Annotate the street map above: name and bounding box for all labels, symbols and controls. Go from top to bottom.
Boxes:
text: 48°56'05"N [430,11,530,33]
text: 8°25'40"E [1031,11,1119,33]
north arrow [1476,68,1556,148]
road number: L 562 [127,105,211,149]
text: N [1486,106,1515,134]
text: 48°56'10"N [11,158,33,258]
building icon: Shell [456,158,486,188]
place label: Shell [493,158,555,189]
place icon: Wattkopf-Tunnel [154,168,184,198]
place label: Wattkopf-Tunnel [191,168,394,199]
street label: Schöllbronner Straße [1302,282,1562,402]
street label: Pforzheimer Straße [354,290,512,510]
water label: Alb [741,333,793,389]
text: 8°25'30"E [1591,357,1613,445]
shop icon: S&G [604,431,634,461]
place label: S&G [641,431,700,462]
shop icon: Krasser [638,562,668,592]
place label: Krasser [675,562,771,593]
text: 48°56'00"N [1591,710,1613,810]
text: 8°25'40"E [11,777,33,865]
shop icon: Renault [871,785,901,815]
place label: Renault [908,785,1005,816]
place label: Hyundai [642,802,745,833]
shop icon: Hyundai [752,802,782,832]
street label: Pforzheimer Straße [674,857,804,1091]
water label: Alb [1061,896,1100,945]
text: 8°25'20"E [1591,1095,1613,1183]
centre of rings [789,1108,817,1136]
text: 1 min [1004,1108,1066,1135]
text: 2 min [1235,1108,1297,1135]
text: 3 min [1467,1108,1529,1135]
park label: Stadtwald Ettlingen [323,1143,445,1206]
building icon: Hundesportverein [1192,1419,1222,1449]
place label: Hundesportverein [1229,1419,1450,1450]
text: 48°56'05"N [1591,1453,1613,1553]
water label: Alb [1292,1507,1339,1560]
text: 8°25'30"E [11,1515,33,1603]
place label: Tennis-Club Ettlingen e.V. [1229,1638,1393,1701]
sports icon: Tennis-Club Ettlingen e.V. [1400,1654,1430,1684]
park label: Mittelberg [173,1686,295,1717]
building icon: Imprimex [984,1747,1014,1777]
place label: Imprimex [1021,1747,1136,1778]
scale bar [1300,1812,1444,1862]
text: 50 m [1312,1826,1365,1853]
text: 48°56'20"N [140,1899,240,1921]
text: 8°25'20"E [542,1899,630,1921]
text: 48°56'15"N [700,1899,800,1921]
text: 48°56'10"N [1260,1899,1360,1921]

□ □ □

[Your assignment]: Lines with the word "Hundesportverein": copy each one from the data above.

[Response to the task]:
building icon: Hundesportverein [1192,1419,1222,1449]
place label: Hundesportverein [1229,1419,1450,1450]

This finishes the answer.